The new venture is not official. Congress is reportedly investigating, and some politicians are irate with Monahan. In a letter sent three days after the announcement, Monahan blamed Congress for leaving the PGA Tour exposed and vulnerable, forced to fend for itself against a relentless Saudi Arabian takeover. Monahan said Congress backed off “ostensibly due to the United States’ complex geopolitical alliance with the Kingdom.”
In other words, they sold out long before he did.
Either way, the damage is done. The PGA Tour’s duplicity and hypocrisy has alienated the biggest stars in the stable. Rory McIlroy had been outspoken and heroic in his defense of the PGA Tour, almost to the point of exhaustion. Jon Rahm emerged as a great ambassador, a young superstar not looking for the easy way out, a player who championed the value of legacy and history. Tiger Woods turned down a reported $700-800 million to break ranks, even calling for the ouster of LIV CEO Greg Norman.
They were the big names out front, doing the heavy lifting, taking most of the shrapnel for their commissioner.
But it’s more than just the headliners. Many Tour players were offered big money to join the LIV Tour, declining on reasons of morality, integrity, duty or fear. They were told they would be banned from the PGA Tour if they joined up with LIV, possibly banished from all major tournaments, exiled to a career without definition and meaning.
And just last summer, Monahan linked the terrorist attacks of 9/11 to the regime in charge of LIV golf, uttering a line that will forever haunt him: “Have you ever had to apologize for being a member of the PGA Tour?”
Now, there are other questions. Does Saudi Arabia own golf? Who is really in charge? Will the LIV Tour disappear altogether? How can the PGA Tour welcome back players who crossed lines and litigated against them while making good with those who remained loyal? And will we really be subjected to team golf in the future?
The biggest question: Why?
Why did the Tour have to act now? Why did Monahan not have time to meet with Woods and McIlroy, at the very least? There are wild conspiracy theories. There are people who believe golf is just catching up to the rest of the world, a world that only cares about power, money and winning at all costs.
But golf was supposed to be different, a sport that adhered to a strict code of conduct and etiquette. Where honesty and integrity demanded the self-reporting of miniscule infractions from a rules book thick enough to be used as a stepstool.

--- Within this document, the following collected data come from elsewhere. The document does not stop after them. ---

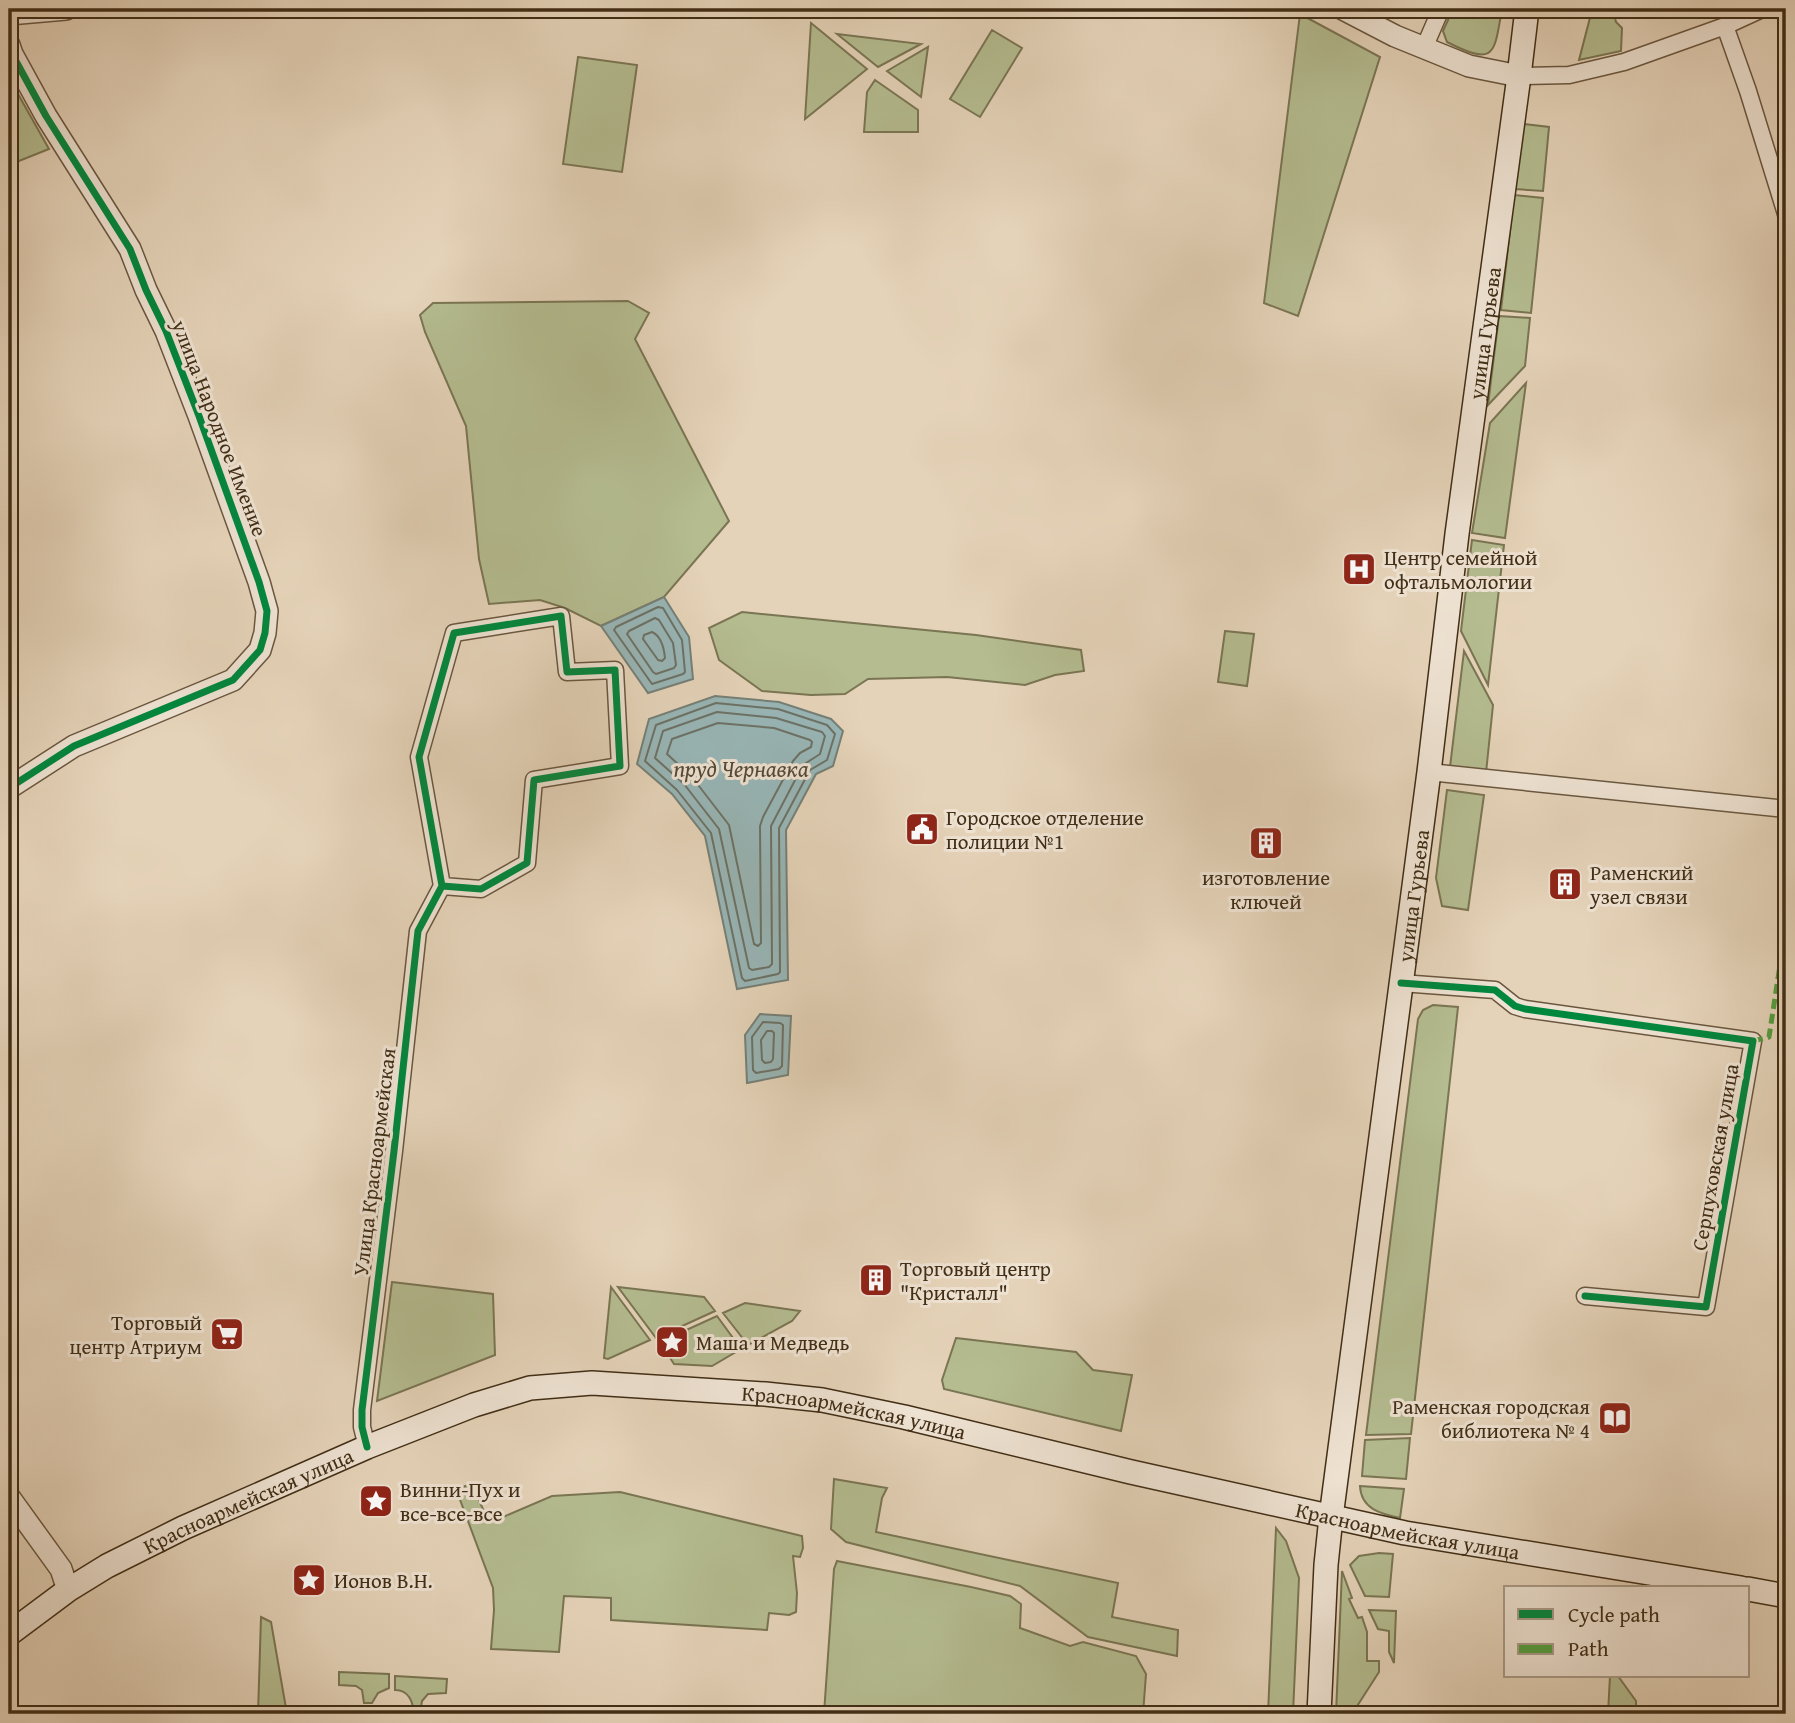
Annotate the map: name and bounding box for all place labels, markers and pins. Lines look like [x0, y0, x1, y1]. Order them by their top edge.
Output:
place label: Центр семейной офтальмологии [1384, 542, 1538, 597]
hospital icon: Центр семейной офтальмологии [1340, 550, 1378, 588]
place label: Городское отделение полиции №1 [946, 802, 1144, 857]
public building icon: Городское отделение полиции №1 [903, 810, 941, 848]
building icon: изготовление ключей [1247, 824, 1285, 862]
place label: Раменский узел связи [1589, 857, 1694, 912]
place label: изготовление ключей [1202, 862, 1330, 917]
building icon: Раменский узел связи [1546, 865, 1584, 903]
place label: Торговый центр "Кристалл" [900, 1253, 1051, 1308]
building icon: Торговый центр "Кристалл" [857, 1261, 895, 1299]
place label: Торговый центр Атриум [70, 1307, 202, 1362]
supermarket icon: Торговый центр Атриум [208, 1315, 246, 1353]
place icon: Маша и Медведь [653, 1323, 691, 1361]
place label: Маша и Медведь [696, 1327, 849, 1358]
place label: Раменская городская библиотека № 4 [1392, 1391, 1590, 1446]
library icon: Раменская городская библиотека № 4 [1596, 1399, 1634, 1437]
place label: Винни-Пух и все-все-все [400, 1474, 521, 1529]
place icon: Винни-Пух и все-все-все [357, 1482, 395, 1520]
place icon: Ионов В.Н. [290, 1561, 328, 1599]
place label: Ионов В.Н. [334, 1565, 433, 1596]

Alas, LIV Golf disrupted and divided the PGA Tour. For most golf fans, it created a clear delineation between good and evil. The defectors and mercenaries even looked the part, a collection that included some of golf’s least popular personas. The PGA Tour insisted they would prevail in this sacred battle only to capitulate in stunning fashion, surrendering to a bottomless pit of oil money.
They took the money and the deal that Woods would not. Tiger has yet to speak, and when he does, I hope he anoints himself as commissioner of a new tour to be funded by Nike and all his favorite corporations.
For now, the reverberations have shaken the sport, its top-line professionals and a nation of weekend hackers:
Because it feels like the bad guys win and corruption prevails. Like always.